En portant sur grand écran l'anti-héros de Camus, le cinéaste s'est lancé le défi de percer le mystère Meursault. En avant-première, François Ozon nous partage son approche unique de cette fameuse adaptation.
EN BREF
- François Ozon adapte L'Étranger avec un regard moderne sur une œuvre de plus de 80 ans.
- Le film, présenté au festival De l'écrit à l'écran, met en lumière la complexité des relations franco-algériennes.
- Ozon s'attache à la profondeur psychologique du personnage de Meursault, défiant les conventions habituelles du cinéma.
L'Étranger, œuvre emblématique d'Albert Camus, trouve une nouvelle vie à travers les yeux de François Ozon.
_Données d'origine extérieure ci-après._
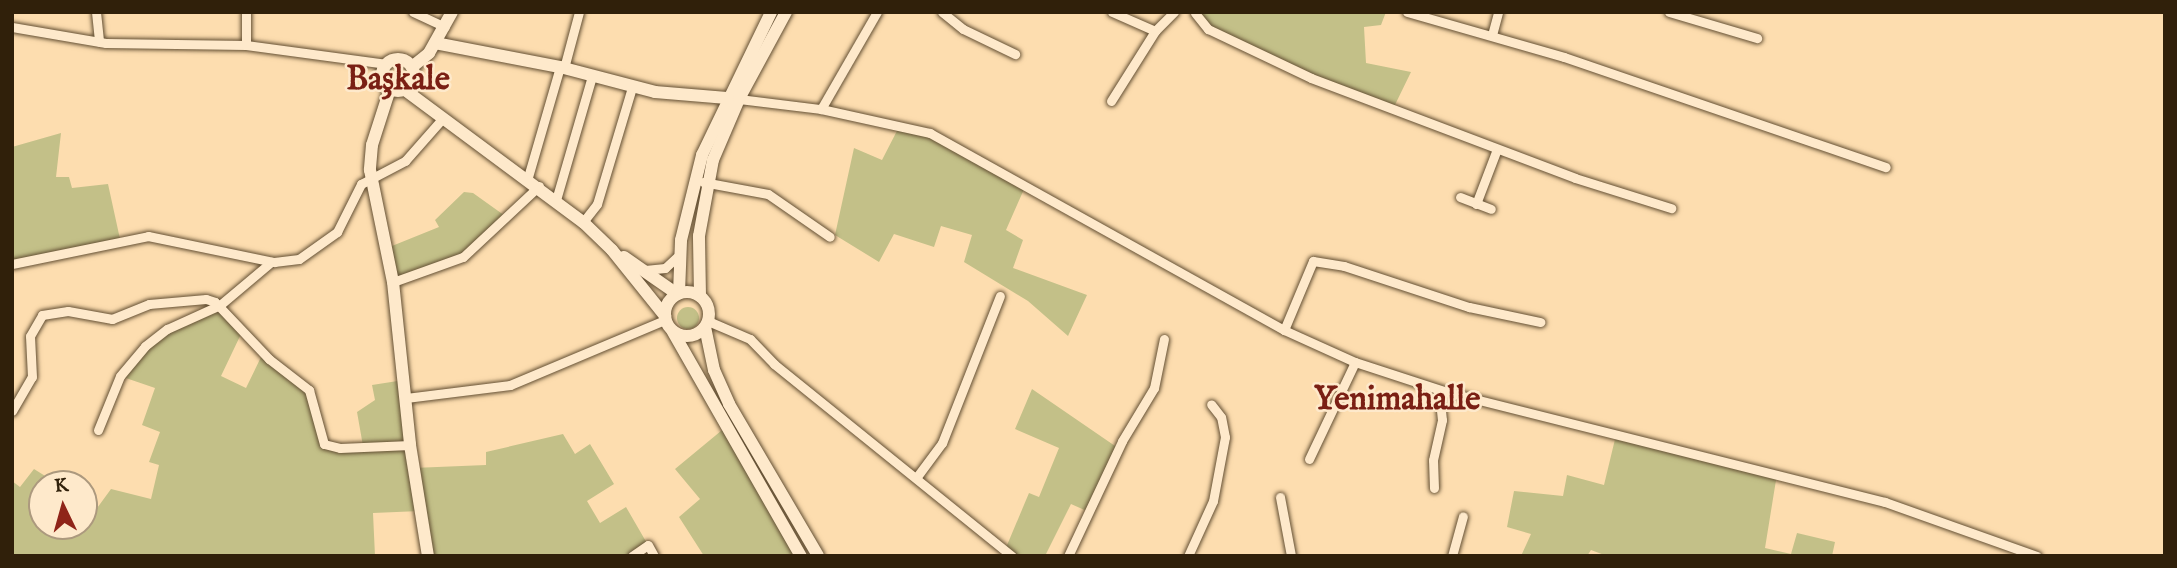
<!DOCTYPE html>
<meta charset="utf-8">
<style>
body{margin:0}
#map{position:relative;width:2177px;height:568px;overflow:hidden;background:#fdddaf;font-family:"IM FELL English",serif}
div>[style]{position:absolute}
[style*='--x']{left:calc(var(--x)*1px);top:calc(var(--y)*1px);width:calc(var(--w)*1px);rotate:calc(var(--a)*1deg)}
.green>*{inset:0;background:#c3c088}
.round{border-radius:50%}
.roads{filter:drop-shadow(0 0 2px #634f33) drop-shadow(0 0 2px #634f33)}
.street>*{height:9px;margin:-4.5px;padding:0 4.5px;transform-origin:4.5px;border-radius:4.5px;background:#fee9cb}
.secondary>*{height:12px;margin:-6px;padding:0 6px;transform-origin:6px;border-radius:6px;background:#fee9cb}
.secondary>.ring{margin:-6px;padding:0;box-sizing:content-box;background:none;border:12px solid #fee9cb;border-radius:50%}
span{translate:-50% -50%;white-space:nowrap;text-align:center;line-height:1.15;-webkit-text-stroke:5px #fee9cb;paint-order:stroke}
.district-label{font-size:33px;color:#7a1f14;font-weight:700}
.frame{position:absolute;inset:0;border:14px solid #30200a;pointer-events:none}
.north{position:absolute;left:28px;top:470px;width:70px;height:70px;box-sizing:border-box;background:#fee9cb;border:2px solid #ac997e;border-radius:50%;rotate:355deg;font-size:19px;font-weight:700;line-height:28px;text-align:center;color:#30200a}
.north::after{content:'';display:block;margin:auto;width:24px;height:32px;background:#8f2418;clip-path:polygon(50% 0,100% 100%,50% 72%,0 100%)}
</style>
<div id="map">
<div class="green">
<div style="clip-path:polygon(1198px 12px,1386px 12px,1381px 25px,1364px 27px,1366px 63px,1411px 72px,1392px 111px,1208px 29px)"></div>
<div style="clip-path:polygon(900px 125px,930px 133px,1025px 187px,1006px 230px,1023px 240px,1013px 268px,1087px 295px,1068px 336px,1028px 301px,964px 262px,972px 235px,941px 226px,934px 247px,894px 234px,879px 262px,835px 235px,854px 148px,882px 160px)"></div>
<div style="clip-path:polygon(61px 133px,56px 177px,69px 177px,72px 188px,108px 184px,120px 239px,12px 264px,12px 147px)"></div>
<div style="clip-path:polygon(464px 192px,473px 193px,508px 218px,463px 257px,393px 282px,387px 248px,439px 227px,435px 220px)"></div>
<div style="clip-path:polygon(218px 306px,242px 332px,221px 376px,246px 388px,263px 353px,305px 386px,324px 444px,363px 446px,357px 412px,375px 400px,372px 385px,404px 380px,413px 468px,486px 465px,486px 452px,563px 434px,575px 454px,590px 444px,614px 484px,587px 501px,600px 523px,626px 507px,648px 545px,632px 556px,428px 556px,420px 511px,373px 513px,375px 556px,12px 556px,12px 481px,20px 487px,34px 469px,58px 484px,42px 484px,42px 526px,84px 526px,111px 489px,151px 499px,159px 465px,149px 462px,160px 432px,142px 425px,155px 388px,120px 376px,145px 346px)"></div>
<div class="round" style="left:677px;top:307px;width:22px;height:22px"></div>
<div style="clip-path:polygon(1032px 389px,1118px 448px,1089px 512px,1071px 504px,1045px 556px,1012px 556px,1005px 550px,1029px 493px,1039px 497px,1059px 448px,1015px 429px)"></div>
<div style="clip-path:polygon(727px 426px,796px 556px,704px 556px,679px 517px,700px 499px,675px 469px)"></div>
<div style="clip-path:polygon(1616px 435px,1777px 474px,1765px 548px,1791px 554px,1797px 533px,1835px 542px,1832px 556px,1607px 556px,1591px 550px,1587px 556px,1521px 556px,1531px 534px,1507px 527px,1514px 491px,1563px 496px,1567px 475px,1604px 485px)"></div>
</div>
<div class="roads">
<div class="street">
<div style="--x:96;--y:12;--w:30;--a:84"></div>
<div style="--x:246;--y:12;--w:33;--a:90"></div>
<div style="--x:413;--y:12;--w:35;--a:25"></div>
<div style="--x:942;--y:12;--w:27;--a:39"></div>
<div style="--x:963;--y:29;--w:58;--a:25.7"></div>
<div style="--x:1112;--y:12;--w:47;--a:23.8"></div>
<div style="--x:1407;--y:12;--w:163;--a:16"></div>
<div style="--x:1564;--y:57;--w:340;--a:18.9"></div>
<div style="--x:1669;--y:12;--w:92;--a:16.5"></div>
<div style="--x:1195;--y:13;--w:21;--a:51"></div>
<div style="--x:1208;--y:29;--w:114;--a:25.4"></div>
<div style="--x:1311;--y:78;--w:282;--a:20.7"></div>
<div style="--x:1575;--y:178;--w:101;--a:17.4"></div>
<div style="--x:12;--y:27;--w:95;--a:9.7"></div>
<div style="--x:106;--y:43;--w:140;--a:0.8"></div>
<div style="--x:246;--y:45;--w:142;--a:7.7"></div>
<div style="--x:1492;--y:35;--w:24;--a:-75"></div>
<div style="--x:564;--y:68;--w:58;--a:-75"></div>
<div style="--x:739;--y:99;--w:83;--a:7"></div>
<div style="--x:821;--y:109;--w:112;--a:12.4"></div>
<div style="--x:930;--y:133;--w:405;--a:29.1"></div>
<div style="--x:1284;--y:330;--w:78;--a:24.3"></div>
<div style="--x:1355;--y:362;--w:97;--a:18.1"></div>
<div style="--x:1447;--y:392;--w:452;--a:14.1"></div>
<div style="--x:1885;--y:502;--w:161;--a:19.6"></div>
<div style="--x:1111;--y:101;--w:83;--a:-57.8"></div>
<div style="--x:1155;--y:31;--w:27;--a:-45"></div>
<div style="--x:821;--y:109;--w:112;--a:-60"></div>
<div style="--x:528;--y:177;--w:115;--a:-73.8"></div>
<div style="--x:703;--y:182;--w:66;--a:10.5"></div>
<div style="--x:768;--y:194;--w:75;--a:34.7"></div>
<div style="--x:1460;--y:197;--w:33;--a:21"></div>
<div style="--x:556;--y:200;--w:129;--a:-73.8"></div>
<div style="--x:1476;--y:204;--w:59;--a:-69.1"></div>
<div style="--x:583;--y:222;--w:23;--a:-52"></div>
<div style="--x:597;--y:204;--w:122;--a:-73.3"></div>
<div style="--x:12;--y:264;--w:139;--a:-11.6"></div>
<div style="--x:148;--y:236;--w:129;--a:11.7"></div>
<div style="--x:274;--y:262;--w:25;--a:-7"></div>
<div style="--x:299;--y:259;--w:47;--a:-35.4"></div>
<div style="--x:337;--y:232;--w:54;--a:-63.4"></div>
<div style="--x:361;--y:184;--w:50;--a:-27.6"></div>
<div style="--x:405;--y:161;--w:56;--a:-48.6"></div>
<div style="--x:645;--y:270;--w:20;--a:-6"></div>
<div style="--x:665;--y:268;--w:18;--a:-43"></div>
<div style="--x:393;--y:282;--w:74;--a:-19.7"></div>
<div style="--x:463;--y:257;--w:104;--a:-43.1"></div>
<div style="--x:708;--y:321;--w:46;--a:23.2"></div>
<div style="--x:750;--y:339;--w:35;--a:46"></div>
<div style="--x:774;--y:364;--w:306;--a:38.9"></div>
<div style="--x:1284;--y:330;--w:75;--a:-67.2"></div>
<div style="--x:1313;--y:261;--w:31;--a:9"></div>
<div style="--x:1344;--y:266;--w:132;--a:18.2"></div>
<div style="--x:1469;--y:307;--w:73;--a:11.9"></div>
<div style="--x:406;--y:398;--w:105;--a:-7.1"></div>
<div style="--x:510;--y:385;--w:168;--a:-22.8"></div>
<div style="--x:12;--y:411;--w:39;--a:-60"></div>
<div style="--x:32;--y:377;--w:41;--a:-92.8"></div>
<div style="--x:30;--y:336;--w:24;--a:-60"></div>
<div style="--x:42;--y:315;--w:26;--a:-9"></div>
<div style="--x:68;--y:311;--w:45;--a:10.3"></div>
<div style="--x:112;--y:319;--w:40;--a:-22"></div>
<div style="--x:149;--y:304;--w:57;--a:-5"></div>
<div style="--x:206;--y:299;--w:9;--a:18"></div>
<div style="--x:215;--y:302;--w:79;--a:46.5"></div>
<div style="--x:269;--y:359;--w:51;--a:37.8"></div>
<div style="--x:309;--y:390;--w:56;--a:74.5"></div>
<div style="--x:324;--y:444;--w:16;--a:14"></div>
<div style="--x:340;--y:448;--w:70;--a:-2.5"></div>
<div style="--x:98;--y:430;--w:58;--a:-67.8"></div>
<div style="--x:120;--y:376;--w:39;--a:-50"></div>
<div style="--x:145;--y:346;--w:28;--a:-38"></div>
<div style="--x:167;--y:329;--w:58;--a:-24.4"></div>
<div style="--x:220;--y:305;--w:67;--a:-40.1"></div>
<div style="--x:1309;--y:459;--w:107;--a:-64.6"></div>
<div style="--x:916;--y:478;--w:44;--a:-53.4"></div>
<div style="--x:942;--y:443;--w:158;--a:-68.5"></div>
<div style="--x:1434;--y:488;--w:28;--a:-92"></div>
<div style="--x:1433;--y:460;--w:41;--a:-77.3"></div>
<div style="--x:1442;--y:420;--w:30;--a:-96"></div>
<div style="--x:1280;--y:497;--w:60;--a:79.4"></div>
<div style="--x:632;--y:556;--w:19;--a:-35"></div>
<div style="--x:648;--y:545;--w:13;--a:61"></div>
<div style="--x:1068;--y:556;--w:127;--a:-64.8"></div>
<div style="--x:1122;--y:441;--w:62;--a:-58.9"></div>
<div style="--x:1154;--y:388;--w:50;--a:-78.5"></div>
<div style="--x:1188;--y:556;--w:60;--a:-65.6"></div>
<div style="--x:1213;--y:501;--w:65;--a:-79.4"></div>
<div style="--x:1225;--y:437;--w:20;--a:-101"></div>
<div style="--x:1221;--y:417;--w:16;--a:-128"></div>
<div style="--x:1452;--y:556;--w:41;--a:-74.6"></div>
</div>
<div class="secondary">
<div style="--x:435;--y:43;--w:127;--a:10.9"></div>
<div style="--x:560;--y:67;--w:98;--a:14.7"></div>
<div style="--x:655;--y:92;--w:84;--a:4.8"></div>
<div class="ring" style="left:382px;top:59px;width:20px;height:20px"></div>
<div style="--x:412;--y:67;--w:22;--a:-39"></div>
<div style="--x:429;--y:53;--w:47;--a:-60.7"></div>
<div style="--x:390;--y:89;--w:59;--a:107.8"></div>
<div style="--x:372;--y:145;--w:25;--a:95"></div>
<div style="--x:370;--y:170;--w:114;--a:78.4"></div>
<div style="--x:393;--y:282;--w:164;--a:84"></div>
<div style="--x:410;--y:445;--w:112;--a:80.8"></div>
<div style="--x:405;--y:90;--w:222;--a:36.6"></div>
<div style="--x:583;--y:222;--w:40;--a:44"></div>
<div style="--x:612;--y:250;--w:85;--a:51.2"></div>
<div style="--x:624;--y:257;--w:65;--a:34.9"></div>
<div class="ring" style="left:665px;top:292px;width:32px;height:32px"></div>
<div style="--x:679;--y:293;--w:53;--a:-87.8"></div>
<div style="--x:681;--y:240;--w:88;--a:-76.1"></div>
<div style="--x:702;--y:155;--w:159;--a:-64.2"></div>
<div style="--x:700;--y:296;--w:60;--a:-91"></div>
<div style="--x:699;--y:236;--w:77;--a:-79.6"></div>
<div style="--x:713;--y:160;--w:66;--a:-66.9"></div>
<div style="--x:739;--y:99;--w:99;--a:-61.6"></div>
<div style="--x:705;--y:327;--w:44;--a:78.2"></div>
<div style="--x:714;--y:370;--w:37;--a:66"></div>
<div style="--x:729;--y:404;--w:176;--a:59.6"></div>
<div style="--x:673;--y:332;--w:258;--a:60.3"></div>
</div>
</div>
<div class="district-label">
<span style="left:398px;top:81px">Başkale</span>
<span style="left:1397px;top:401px">Yenimahalle</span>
</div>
<div class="frame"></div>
<div class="north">K</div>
</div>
Le film, qui sortira le 29 octobre, commence par une plongée dans les archives de l’Algérie, offrant ainsi un cadre contextualisé à l'histoire de Meursault, interprété par un Benjamin Voisin à la fois élégant et mystérieux. Ce premier contact avec le personnage dans la prison d'Alger soulève immédiatement des interrogations sur la nature de son existence et de ses actions.
Lors d'un entretien, Ozon se remémore sa première rencontre avec ce texte : il avait tout juste 16 ans. Si sa mémoire de cette lecture scolaire n'était pas marquée, il explique : « C'est une lecture que tout le monde retrouve facilement, et il m'a fallu quelques années pour saisir toute la profondeur de cette œuvre. »
Prenant des libertés sur certains aspects, notamment sur les personnages féminins, Ozon demeure cependant fidèle à l'esprit de Camus. « J’ai voulu garder la structure de l'œuvre tout en apportant un regard de 2025 sur une histoire écrite en 1939, » nous confie-t-il. Cette mise à jour est d’autant plus pertinente que le réalisateur contextualise les relations entre la France et l'Algérie, qui ont considérablement évolué depuis la publication du livre.
Le défi d'incarner Meursault
Pour Ozon, l'incarnation de Meursault représente un défi de taille. « C'est le personnage d'anti-héros par excellence, » souligne-t-il. Contrairement aux protagonistes habituels, Meursault est un être opaque, n’ayant ni passé clairement défini ni émotions manifeste qui permettent de le comprendre. Ce choix risqué pourrait dérouter le spectateur, mais Ozon avance : « Je voulais voir si l'on pouvait s'attacher à lui sans le comprendre. »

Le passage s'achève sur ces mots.